Important caveat: High heterogeneity between studies (I²>50%) indicates variation in extract standardization (5-15% withanolides), dosages (30-600 mg/day), and participant populations. Some recent studies found no additive benefit beyond training alone, suggesting the training effect is the primary driver with ashwagandha providing modest augmentation.
Muscle Strength
Ashwagandha's effects on strength gains are among the most consistent findings:
Bench Press (Upper Body Strength) In an 8-week randomized controlled trial (n=57 resistance-trained men):
- Ashwagandha group: 46.0 kg strength gain
- Placebo group: 26.4 kg strength gain
- Difference: 19.6 kg additional gain (p=0.001)
This represents a 74% greater improvement in strength compared to placebo—a substantial effect for a dietary supplement.
Leg Press & Leg Extension (Lower Body Strength) A multicenter trial (n=73) using 600 mg daily ashwagandha over 8 weeks demonstrated significant improvements in lower body strength in both males and females:
- Males: Leg press improvement significantly greater with ashwagandha (p=0.0049)
- Females: Leg press improvement significantly greater with ashwagandha (p=0.0049)
- Leg extension: Both males and females showed enhanced gains (p<0.05)
Muscle Recovery
Recovery quality is often overlooked but critical for training progression. Multiple studies measured recovery markers:
Creatine Phosphokinase (CPK) Reduction: An 8-week trial found that ashwagandha supplementation significantly reduced serum creatine phosphokinase levels compared to placebo after resistance training. CPK is an enzyme released during muscle damage; lower levels indicate less exercise-induced muscle stress and faster recovery.

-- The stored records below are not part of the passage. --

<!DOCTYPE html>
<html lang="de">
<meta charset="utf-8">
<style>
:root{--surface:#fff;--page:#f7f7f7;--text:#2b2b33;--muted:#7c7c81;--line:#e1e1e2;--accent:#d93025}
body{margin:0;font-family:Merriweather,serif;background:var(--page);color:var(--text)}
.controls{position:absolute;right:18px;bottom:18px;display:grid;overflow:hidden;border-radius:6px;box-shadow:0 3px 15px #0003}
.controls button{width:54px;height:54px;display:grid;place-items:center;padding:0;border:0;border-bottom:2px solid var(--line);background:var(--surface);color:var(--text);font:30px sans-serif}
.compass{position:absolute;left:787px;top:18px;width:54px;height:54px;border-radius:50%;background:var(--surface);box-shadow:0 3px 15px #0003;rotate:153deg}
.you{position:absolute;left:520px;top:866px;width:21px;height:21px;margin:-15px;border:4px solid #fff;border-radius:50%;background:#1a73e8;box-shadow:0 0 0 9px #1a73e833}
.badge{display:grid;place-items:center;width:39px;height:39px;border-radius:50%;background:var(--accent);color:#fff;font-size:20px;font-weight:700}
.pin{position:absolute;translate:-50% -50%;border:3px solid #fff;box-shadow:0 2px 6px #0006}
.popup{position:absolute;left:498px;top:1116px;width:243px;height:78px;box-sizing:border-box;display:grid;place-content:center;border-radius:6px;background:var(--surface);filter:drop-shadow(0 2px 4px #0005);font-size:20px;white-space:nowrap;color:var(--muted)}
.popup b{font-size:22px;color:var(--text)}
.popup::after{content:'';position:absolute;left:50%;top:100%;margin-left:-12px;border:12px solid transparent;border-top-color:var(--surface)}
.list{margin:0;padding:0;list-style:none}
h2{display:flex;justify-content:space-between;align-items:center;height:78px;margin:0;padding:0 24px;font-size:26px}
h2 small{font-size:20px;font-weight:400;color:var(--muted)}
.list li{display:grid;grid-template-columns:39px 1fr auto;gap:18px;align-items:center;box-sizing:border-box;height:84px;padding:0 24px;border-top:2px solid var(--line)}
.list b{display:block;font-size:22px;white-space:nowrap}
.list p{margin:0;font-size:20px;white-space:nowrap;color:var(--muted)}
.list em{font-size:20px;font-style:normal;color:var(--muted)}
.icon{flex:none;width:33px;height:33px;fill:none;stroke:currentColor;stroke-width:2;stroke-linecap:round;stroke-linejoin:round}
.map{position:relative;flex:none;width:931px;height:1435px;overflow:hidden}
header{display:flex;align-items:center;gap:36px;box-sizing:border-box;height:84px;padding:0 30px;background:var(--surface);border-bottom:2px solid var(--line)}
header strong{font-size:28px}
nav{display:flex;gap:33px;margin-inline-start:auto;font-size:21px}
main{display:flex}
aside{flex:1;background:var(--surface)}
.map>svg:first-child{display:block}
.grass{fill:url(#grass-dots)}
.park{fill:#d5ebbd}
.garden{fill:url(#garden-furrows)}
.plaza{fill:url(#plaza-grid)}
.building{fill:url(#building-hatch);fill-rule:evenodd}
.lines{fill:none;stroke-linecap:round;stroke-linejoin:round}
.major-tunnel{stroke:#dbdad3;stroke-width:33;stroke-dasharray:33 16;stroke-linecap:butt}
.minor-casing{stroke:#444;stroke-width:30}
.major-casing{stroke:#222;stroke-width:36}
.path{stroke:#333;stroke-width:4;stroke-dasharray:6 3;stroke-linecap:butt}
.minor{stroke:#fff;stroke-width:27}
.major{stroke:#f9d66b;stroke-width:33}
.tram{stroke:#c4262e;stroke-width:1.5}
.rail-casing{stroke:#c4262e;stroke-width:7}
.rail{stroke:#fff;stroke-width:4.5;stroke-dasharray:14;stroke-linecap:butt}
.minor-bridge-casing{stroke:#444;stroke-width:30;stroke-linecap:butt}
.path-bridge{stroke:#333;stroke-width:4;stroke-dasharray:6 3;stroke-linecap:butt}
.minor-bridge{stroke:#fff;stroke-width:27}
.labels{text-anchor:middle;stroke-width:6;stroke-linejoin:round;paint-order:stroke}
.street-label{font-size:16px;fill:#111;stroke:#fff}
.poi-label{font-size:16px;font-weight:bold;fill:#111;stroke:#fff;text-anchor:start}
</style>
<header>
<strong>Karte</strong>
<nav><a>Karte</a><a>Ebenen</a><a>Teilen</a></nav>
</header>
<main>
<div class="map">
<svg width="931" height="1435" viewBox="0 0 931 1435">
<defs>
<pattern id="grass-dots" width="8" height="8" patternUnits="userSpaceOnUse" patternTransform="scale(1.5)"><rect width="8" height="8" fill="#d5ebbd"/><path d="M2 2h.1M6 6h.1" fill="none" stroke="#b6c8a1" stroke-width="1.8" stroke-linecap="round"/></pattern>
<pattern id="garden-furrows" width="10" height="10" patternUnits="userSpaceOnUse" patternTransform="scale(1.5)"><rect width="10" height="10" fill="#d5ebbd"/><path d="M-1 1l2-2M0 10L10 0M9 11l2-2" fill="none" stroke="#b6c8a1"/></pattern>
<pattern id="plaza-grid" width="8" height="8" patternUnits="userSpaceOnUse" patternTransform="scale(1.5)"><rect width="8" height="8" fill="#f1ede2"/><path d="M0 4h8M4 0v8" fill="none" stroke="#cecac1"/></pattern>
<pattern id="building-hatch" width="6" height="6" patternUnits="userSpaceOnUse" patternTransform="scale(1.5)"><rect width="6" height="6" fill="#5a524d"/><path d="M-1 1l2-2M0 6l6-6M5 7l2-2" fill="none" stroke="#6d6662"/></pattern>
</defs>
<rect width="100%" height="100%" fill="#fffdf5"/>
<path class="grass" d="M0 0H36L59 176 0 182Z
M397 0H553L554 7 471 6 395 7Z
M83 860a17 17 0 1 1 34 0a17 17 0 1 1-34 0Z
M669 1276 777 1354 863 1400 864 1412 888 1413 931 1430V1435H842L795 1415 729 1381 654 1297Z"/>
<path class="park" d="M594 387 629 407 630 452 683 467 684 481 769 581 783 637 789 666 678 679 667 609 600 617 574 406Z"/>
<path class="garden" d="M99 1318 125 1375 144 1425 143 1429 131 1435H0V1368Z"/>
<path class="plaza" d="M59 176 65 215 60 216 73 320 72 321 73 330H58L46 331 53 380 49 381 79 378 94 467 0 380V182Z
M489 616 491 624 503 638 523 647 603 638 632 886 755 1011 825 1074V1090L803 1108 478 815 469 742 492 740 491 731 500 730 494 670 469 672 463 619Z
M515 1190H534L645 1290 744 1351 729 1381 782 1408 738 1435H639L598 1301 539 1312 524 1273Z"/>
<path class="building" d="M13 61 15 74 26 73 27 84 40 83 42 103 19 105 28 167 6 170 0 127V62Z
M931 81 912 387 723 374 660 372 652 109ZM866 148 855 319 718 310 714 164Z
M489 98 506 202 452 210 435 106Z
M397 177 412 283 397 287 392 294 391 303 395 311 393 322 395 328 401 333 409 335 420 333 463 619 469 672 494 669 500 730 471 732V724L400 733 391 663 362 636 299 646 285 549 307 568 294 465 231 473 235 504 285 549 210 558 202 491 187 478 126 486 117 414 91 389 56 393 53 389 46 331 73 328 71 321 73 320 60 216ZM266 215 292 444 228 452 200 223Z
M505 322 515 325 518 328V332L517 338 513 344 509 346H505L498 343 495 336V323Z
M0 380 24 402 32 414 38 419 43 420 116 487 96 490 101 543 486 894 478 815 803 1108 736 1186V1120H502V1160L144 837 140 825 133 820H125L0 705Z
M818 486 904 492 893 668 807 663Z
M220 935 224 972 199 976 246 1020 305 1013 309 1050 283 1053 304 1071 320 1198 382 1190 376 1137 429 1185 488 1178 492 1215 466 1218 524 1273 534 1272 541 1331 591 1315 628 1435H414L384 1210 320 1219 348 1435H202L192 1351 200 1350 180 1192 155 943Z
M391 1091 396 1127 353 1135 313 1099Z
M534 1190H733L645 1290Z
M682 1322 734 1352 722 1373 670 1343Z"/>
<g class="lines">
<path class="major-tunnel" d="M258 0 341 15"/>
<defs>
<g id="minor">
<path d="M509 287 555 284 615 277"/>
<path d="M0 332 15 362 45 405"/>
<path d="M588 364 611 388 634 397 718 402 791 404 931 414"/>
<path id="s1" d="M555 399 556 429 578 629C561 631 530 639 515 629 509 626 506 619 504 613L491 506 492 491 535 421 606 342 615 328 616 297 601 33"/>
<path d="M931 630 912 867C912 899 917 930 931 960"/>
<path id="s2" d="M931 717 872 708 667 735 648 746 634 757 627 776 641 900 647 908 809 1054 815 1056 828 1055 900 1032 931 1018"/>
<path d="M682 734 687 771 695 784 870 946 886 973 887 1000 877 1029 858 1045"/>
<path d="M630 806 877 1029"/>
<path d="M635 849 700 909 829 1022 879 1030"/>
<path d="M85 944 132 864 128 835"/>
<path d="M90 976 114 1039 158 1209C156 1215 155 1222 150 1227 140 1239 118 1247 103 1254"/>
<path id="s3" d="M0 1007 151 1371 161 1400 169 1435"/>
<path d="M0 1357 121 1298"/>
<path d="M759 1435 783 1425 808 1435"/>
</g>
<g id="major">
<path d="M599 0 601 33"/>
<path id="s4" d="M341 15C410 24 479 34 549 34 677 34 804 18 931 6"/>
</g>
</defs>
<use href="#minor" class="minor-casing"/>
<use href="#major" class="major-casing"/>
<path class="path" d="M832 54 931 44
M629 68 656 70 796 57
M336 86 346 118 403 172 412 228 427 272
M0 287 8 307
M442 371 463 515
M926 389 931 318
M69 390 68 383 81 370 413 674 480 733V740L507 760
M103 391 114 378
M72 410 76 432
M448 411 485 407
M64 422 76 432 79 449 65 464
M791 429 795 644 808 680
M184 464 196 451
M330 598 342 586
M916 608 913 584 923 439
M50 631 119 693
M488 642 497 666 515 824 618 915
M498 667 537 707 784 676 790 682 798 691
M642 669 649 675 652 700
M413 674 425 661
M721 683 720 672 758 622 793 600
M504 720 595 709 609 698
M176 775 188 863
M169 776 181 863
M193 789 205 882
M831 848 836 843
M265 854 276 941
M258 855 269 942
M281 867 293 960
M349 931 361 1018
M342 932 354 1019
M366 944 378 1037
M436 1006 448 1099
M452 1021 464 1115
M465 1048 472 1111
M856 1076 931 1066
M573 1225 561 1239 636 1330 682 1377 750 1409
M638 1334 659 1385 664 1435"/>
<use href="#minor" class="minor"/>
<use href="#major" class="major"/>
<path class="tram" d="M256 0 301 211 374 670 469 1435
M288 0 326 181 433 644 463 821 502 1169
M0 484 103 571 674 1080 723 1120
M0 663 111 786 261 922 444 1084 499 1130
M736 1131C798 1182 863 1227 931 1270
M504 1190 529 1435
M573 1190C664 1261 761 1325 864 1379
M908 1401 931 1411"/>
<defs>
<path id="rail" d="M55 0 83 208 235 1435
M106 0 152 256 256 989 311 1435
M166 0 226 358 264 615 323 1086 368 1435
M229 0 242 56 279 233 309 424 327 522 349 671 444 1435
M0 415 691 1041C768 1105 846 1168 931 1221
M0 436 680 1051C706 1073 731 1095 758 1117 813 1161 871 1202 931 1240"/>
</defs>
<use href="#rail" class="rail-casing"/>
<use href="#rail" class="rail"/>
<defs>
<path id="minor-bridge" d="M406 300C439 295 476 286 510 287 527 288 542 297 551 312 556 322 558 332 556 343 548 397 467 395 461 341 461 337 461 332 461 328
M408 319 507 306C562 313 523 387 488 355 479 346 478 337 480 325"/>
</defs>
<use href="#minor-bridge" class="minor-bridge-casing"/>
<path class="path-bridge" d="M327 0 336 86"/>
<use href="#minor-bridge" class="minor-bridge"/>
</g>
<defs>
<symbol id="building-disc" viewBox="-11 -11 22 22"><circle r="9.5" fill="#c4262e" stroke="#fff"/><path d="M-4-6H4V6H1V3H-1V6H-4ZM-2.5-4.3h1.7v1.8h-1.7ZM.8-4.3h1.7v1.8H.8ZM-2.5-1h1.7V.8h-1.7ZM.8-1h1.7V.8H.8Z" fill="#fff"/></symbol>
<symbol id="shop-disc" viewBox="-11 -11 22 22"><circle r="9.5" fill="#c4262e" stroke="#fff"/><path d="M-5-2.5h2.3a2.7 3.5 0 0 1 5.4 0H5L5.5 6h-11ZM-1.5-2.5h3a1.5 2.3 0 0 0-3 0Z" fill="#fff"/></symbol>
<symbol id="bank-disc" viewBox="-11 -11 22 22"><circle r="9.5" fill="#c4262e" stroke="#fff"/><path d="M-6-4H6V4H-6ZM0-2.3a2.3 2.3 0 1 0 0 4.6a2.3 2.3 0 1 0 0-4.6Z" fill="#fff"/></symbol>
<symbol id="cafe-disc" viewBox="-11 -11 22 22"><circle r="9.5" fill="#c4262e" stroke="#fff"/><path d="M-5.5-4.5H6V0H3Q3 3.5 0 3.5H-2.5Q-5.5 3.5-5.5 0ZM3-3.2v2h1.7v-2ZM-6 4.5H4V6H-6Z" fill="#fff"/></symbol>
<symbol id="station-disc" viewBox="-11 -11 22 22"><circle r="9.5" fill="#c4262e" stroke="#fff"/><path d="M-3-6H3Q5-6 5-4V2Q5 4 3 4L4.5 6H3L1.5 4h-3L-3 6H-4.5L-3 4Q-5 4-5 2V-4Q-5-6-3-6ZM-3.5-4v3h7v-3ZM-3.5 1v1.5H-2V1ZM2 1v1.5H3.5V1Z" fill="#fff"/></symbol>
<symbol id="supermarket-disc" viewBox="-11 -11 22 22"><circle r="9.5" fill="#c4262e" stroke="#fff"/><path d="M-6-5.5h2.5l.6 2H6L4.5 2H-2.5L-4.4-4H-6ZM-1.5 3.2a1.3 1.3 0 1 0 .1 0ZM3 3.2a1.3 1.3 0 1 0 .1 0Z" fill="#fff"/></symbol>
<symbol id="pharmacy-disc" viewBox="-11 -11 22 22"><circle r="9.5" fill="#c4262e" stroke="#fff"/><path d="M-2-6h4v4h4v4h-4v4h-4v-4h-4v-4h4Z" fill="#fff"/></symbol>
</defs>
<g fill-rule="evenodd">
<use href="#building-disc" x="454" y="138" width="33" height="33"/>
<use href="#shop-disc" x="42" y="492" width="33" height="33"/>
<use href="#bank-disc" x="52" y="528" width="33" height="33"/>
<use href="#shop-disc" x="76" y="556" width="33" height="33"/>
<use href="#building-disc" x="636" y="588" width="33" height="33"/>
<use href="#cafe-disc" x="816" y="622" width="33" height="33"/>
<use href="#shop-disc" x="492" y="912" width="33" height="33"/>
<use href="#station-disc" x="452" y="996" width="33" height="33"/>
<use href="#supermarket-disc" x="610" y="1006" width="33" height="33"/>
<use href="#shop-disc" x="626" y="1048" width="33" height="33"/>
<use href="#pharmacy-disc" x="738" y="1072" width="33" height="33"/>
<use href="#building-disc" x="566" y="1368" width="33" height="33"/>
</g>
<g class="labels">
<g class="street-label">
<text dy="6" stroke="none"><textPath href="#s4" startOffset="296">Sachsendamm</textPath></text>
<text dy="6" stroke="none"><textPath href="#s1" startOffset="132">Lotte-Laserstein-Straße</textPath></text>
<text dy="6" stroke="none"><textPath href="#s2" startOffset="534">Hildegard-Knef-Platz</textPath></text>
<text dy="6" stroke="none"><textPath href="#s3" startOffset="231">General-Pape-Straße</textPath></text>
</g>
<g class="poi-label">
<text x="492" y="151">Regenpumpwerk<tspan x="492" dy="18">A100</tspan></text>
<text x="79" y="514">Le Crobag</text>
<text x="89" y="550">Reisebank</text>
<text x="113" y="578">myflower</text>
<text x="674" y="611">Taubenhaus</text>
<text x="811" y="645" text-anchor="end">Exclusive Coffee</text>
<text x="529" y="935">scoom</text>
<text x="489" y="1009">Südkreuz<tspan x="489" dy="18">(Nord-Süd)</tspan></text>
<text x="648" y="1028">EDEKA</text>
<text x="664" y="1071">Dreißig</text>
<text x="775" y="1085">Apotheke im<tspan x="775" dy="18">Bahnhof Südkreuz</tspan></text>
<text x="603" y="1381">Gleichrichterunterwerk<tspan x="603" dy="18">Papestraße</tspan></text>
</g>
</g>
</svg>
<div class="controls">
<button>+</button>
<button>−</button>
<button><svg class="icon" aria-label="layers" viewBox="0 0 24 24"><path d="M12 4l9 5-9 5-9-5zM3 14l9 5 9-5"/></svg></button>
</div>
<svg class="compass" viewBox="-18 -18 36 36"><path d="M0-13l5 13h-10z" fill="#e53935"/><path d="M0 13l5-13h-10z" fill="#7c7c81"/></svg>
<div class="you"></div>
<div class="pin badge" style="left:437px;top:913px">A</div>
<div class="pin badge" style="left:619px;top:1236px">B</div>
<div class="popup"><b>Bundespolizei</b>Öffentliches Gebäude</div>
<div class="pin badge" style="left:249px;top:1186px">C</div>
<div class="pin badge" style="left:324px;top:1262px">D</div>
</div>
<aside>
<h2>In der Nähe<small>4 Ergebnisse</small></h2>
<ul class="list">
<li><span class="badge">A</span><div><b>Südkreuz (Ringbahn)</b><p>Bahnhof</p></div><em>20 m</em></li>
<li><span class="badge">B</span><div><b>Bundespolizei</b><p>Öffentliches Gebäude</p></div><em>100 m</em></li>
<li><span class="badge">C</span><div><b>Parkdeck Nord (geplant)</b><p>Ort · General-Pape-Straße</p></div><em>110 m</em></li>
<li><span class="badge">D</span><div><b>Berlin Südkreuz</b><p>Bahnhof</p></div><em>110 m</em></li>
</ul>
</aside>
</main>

Delayed-Onset Muscle Soreness (DOMS) A 42-day training study in 56 female athletes showed:
- DOMS reduction with ashwagandha: p=0.008
- Hooper Index (overall recovery scores): p=0.001
- Fatigue reduction: p=0.026
These metrics are important for athletes performing high-frequency training blocks, as faster recovery enables more consistent training quality and volume tolerance.
Neuromuscular Performance
A study in male wrestlers using 225 mg daily ashwagandha demonstrated improved countermovement jump performance (p=0.018), a measure of explosive power and neuromuscular coordination. This suggests benefits may extend beyond isolated strength movements to athletic power production.
Acute Cognitive Benefits During Training
A single 400 mg dose of ashwagandha improved working memory (p<0.05) and sustained attention over 6 hours of testing. For athletes, this may translate to sharper focus during competition or training sessions.